Le obbligazioni rimangono in un trend ribassista di medio periodo ed i rimbalzi periodici per il momento sono occasioni di alleggerimento per chi fosse investito in questi strumenti. Con i rendimenti attuali e le aspettative sui tassi di interesse non rappresentano un’alternativa all’azionario. E’ la “paura” a provocare i suddetti rimbalzi.
Veniamo al Crude Oil. Se crediamo alla correlazione positiva tra prezzo del petrolio e crescita economica, i segnali in questo caso sono inequivocabili. Il trend dei prezzi è long, senza “se” e senza “ma”: graficamente non ci sono ostacoli significativi verso un ritorno sui massimi del Luglio 2008, con teorico spazio di crescita di quasi il 30% (!!).
Anche per quanto riguarda Oro e Argento la situazione è talmente evidente ed univoca che può far paura. Non ho posizioni sui due metalli che tante soddisfazioni stanno dando a chi li ha seguiti, e credo che non entrerò. Ho perso un treno e non intendo tentare di salirci in corsa (e che corsa…). 
In questo caso devo fare un doloroso “mea culpa”. 
In un precedente articolo (“Nuovi massimi per l’argento….”) avevo segnalato (non previsto…) la ripresa del trend, da cogliere con eventuale ingresso in area 32$. Non l’ho fatto e adesso siamo già in area 46,50$, con un (mancato) gain del 40% in circa due mesi!!. Perché non sono entrato? Mi sono fatto influenzare da fattori esterni: letteralmente “tremo” quando vedo che una tendenza inizia a pervadere le masse ed i segnali ci sono (si parla di Oro ovunque ed ormai la quotazione è sulla Home di Yahoo finanza e perfino nella pagina economica del TG5!!!). 

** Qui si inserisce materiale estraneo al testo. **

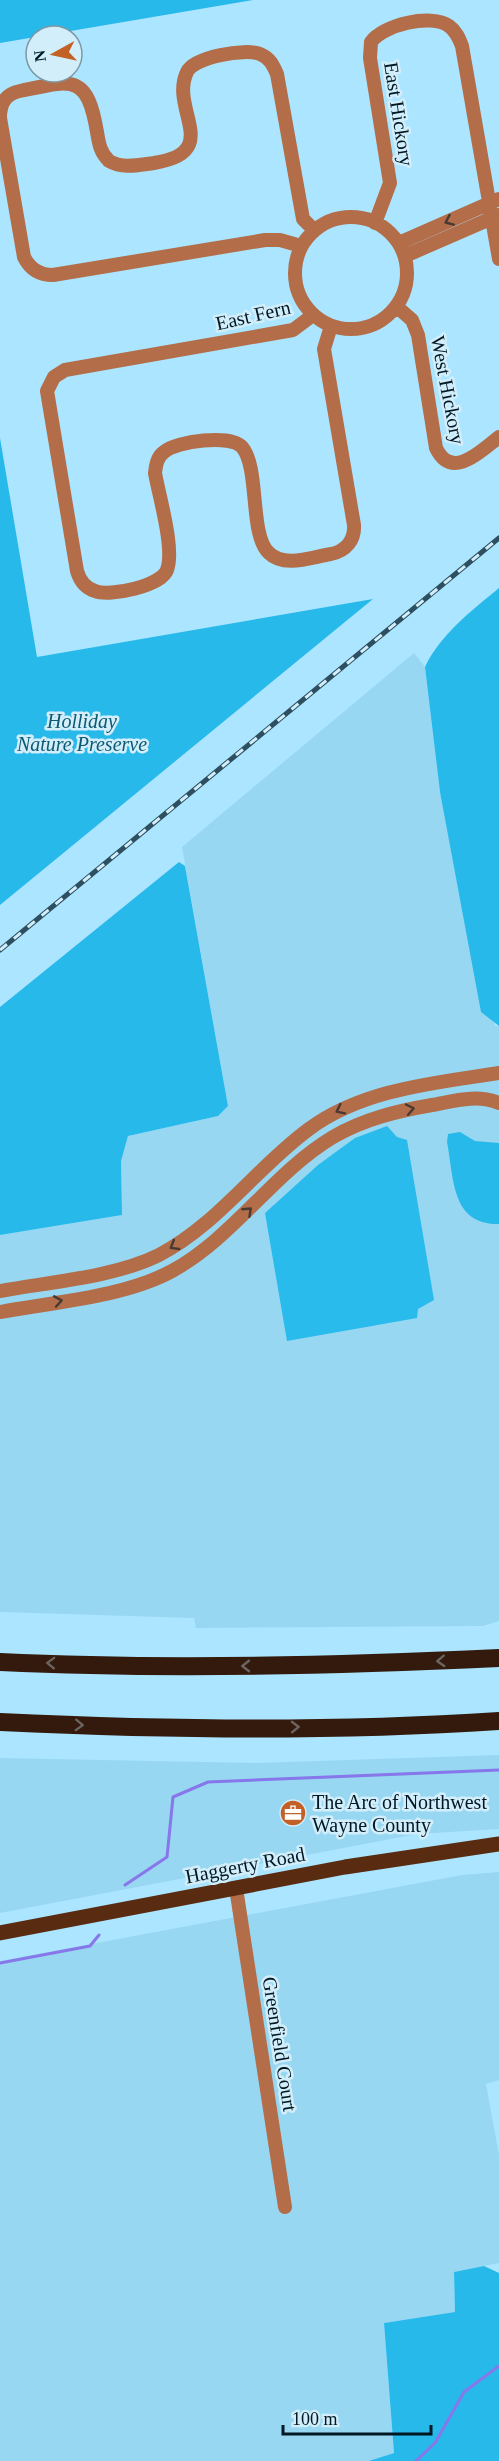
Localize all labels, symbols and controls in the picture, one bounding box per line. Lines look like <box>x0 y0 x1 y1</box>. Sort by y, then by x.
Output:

Ho vissuto (non in teoria, ma in pratica) la Tech-Bubble di fine millennio e mi ricordo bene i numerosi sintomi della bolla, che al momento (ero troppo giovane ed immaturo) non seppi cogliere: i cronisti entusiasti per i +3-4% giornalieri di titoli quali Tiscali ed Ebiscom (eh, eh…che sbornie con questa roba…), i nuovi massimi del Nasdaq, il dentista con il televideo fisso sulla pagina delle quotazioni (aveva comprato Cofide su una soffiata dell’amico bancario) e l’”esperto” dei paese che non lesinava consigli sulle vecchie BipopCarire…
Poi sappiamo com’è andata a finire….
Detto questo, per adesso mi lecco le ferite per la sciagurata decisione…pertanto…
rileggo la LEZIONE n°1: disciplina, segui il metodo, follow the trend, compra sulla forza, i grafici non mentono, ecc…ecc…

Alla prossima e…..Buona Pasqua a tutti!